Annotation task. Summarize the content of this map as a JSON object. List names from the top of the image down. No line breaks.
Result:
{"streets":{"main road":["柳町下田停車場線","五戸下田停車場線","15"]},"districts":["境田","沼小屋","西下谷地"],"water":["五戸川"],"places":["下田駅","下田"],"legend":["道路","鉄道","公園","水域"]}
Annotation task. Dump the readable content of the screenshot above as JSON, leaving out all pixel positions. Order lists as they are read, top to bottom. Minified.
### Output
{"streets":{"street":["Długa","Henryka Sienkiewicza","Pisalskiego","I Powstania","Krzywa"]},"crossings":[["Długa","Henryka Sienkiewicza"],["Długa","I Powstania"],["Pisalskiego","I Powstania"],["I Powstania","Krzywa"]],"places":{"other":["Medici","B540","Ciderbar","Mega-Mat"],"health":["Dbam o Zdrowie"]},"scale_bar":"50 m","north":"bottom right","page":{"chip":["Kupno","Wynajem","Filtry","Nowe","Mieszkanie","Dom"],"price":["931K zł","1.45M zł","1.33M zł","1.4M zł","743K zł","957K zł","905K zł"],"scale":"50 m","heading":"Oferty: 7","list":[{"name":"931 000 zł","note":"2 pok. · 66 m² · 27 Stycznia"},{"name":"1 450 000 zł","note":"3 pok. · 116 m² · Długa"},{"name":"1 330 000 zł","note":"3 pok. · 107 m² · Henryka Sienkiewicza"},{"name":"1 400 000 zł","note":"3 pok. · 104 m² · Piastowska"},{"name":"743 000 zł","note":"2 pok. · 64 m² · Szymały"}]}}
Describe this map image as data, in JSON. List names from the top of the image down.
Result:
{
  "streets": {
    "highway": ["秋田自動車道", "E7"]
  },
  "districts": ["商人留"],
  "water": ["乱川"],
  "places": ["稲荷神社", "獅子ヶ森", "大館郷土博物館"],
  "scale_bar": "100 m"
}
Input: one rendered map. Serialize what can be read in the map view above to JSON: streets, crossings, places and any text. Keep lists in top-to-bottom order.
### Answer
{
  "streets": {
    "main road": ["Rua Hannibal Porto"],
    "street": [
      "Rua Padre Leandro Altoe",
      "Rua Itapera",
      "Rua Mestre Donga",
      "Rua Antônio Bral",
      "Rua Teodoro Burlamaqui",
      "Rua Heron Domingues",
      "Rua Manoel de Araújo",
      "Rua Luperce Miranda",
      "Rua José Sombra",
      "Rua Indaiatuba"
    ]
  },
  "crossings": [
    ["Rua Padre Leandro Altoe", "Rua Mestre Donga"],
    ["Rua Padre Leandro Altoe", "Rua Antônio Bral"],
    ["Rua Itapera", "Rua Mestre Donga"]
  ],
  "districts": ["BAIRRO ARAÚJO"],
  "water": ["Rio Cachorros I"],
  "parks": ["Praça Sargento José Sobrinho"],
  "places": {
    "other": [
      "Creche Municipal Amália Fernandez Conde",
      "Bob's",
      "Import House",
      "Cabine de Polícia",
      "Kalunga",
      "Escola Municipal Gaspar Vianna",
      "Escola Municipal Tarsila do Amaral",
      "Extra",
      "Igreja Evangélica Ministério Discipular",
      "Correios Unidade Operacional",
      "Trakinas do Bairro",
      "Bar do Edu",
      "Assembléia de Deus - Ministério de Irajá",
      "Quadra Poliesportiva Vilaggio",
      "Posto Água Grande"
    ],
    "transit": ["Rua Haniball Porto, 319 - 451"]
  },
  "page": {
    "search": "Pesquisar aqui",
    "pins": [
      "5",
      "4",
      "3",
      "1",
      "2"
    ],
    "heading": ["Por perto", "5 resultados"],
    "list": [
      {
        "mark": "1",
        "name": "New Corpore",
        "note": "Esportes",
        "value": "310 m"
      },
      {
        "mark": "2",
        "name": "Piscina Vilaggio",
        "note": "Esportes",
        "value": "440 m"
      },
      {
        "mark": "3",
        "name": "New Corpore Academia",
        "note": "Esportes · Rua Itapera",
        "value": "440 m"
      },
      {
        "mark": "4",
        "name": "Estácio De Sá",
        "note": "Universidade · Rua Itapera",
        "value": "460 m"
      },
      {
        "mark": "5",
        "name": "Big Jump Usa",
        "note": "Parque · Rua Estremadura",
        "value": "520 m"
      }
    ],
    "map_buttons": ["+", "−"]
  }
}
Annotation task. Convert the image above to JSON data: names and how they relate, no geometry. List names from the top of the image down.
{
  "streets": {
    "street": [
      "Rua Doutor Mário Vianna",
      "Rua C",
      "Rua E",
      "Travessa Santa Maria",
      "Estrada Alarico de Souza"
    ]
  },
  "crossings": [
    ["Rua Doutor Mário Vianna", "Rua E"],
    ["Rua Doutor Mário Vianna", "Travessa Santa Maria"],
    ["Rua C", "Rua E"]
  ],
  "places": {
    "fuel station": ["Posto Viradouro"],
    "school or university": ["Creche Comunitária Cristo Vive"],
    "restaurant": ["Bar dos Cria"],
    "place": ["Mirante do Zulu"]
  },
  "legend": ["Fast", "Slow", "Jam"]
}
§
▸ Directions for this task: Print out every record, character for character.

▸ Response box:
Annotation task. Summarize the content of this map as a JSON object. List names from the top of the image down. No line breaks.
Result:
{"streets":{"main road":["柳町下田停車場線","五戸下田停車場線","15"]},"districts":["境田","沼小屋","西下谷地"],"water":["五戸川"],"places":["下田駅","下田"],"legend":["道路","鉄道","公園","水域"]}
Annotation task. Dump the readable content of the screenshot above as JSON, leaving out all pixel positions. Order lists as they are read, top to bottom. Minified.
### Output
{"streets":{"street":["Długa","Henryka Sienkiewicza","Pisalskiego","I Powstania","Krzywa"]},"crossings":[["Długa","Henryka Sienkiewicza"],["Długa","I Powstania"],["Pisalskiego","I Powstania"],["I Powstania","Krzywa"]],"places":{"other":["Medici","B540","Ciderbar","Mega-Mat"],"health":["Dbam o Zdrowie"]},"scale_bar":"50 m","north":"bottom right","page":{"chip":["Kupno","Wynajem","Filtry","Nowe","Mieszkanie","Dom"],"price":["931K zł","1.45M zł","1.33M zł","1.4M zł","743K zł","957K zł","905K zł"],"scale":"50 m","heading":"Oferty: 7","list":[{"name":"931 000 zł","note":"2 pok. · 66 m² · 27 Stycznia"},{"name":"1 450 000 zł","note":"3 pok. · 116 m² · Długa"},{"name":"1 330 000 zł","note":"3 pok. · 107 m² · Henryka Sienkiewicza"},{"name":"1 400 000 zł","note":"3 pok. · 104 m² · Piastowska"},{"name":"743 000 zł","note":"2 pok. · 64 m² · Szymały"}]}}
Describe this map image as data, in JSON. List names from the top of the image down.
Result:
{
  "streets": {
    "highway": ["秋田自動車道", "E7"]
  },
  "districts": ["商人留"],
  "water": ["乱川"],
  "places": ["稲荷神社", "獅子ヶ森", "大館郷土博物館"],
  "scale_bar": "100 m"
}
Input: one rendered map. Serialize what can be read in the map view above to JSON: streets, crossings, places and any text. Keep lists in top-to-bottom order.
### Answer
{
  "streets": {
    "main road": ["Rua Hannibal Porto"],
    "street": [
      "Rua Padre Leandro Altoe",
      "Rua Itapera",
      "Rua Mestre Donga",
      "Rua Antônio Bral",
      "Rua Teodoro Burlamaqui",
      "Rua Heron Domingues",
      "Rua Manoel de Araújo",
      "Rua Luperce Miranda",
      "Rua José Sombra",
      "Rua Indaiatuba"
    ]
  },
  "crossings": [
    ["Rua Padre Leandro Altoe", "Rua Mestre Donga"],
    ["Rua Padre Leandro Altoe", "Rua Antônio Bral"],
    ["Rua Itapera", "Rua Mestre Donga"]
  ],
  "districts": ["BAIRRO ARAÚJO"],
  "water": ["Rio Cachorros I"],
  "parks": ["Praça Sargento José Sobrinho"],
  "places": {
    "other": [
      "Creche Municipal Amália Fernandez Conde",
      "Bob's",
      "Import House",
      "Cabine de Polícia",
      "Kalunga",
      "Escola Municipal Gaspar Vianna",
      "Escola Municipal Tarsila do Amaral",
      "Extra",
      "Igreja Evangélica Ministério Discipular",
      "Correios Unidade Operacional",
      "Trakinas do Bairro",
      "Bar do Edu",
      "Assembléia de Deus - Ministério de Irajá",
      "Quadra Poliesportiva Vilaggio",
      "Posto Água Grande"
    ],
    "transit": ["Rua Haniball Porto, 319 - 451"]
  },
  "page": {
    "search": "Pesquisar aqui",
    "pins": [
      "5",
      "4",
      "3",
      "1",
      "2"
    ],
    "heading": ["Por perto", "5 resultados"],
    "list": [
      {
        "mark": "1",
        "name": "New Corpore",
        "note": "Esportes",
        "value": "310 m"
      },
      {
        "mark": "2",
        "name": "Piscina Vilaggio",
        "note": "Esportes",
        "value": "440 m"
      },
      {
        "mark": "3",
        "name": "New Corpore Academia",
        "note": "Esportes · Rua Itapera",
        "value": "440 m"
      },
      {
        "mark": "4",
        "name": "Estácio De Sá",
        "note": "Universidade · Rua Itapera",
        "value": "460 m"
      },
      {
        "mark": "5",
        "name": "Big Jump Usa",
        "note": "Parque · Rua Estremadura",
        "value": "520 m"
      }
    ],
    "map_buttons": ["+", "−"]
  }
}
Annotation task. Convert the image above to JSON data: names and how they relate, no geometry. List names from the top of the image down.
{
  "streets": {
    "street": [
      "Rua Doutor Mário Vianna",
      "Rua C",
      "Rua E",
      "Travessa Santa Maria",
      "Estrada Alarico de Souza"
    ]
  },
  "crossings": [
    ["Rua Doutor Mário Vianna", "Rua E"],
    ["Rua Doutor Mário Vianna", "Travessa Santa Maria"],
    ["Rua C", "Rua E"]
  ],
  "places": {
    "fuel station": ["Posto Viradouro"],
    "school or university": ["Creche Comunitária Cristo Vive"],
    "restaurant": ["Bar dos Cria"],
    "place": ["Mirante do Zulu"]
  },
  "legend": ["Fast", "Slow", "Jam"]
}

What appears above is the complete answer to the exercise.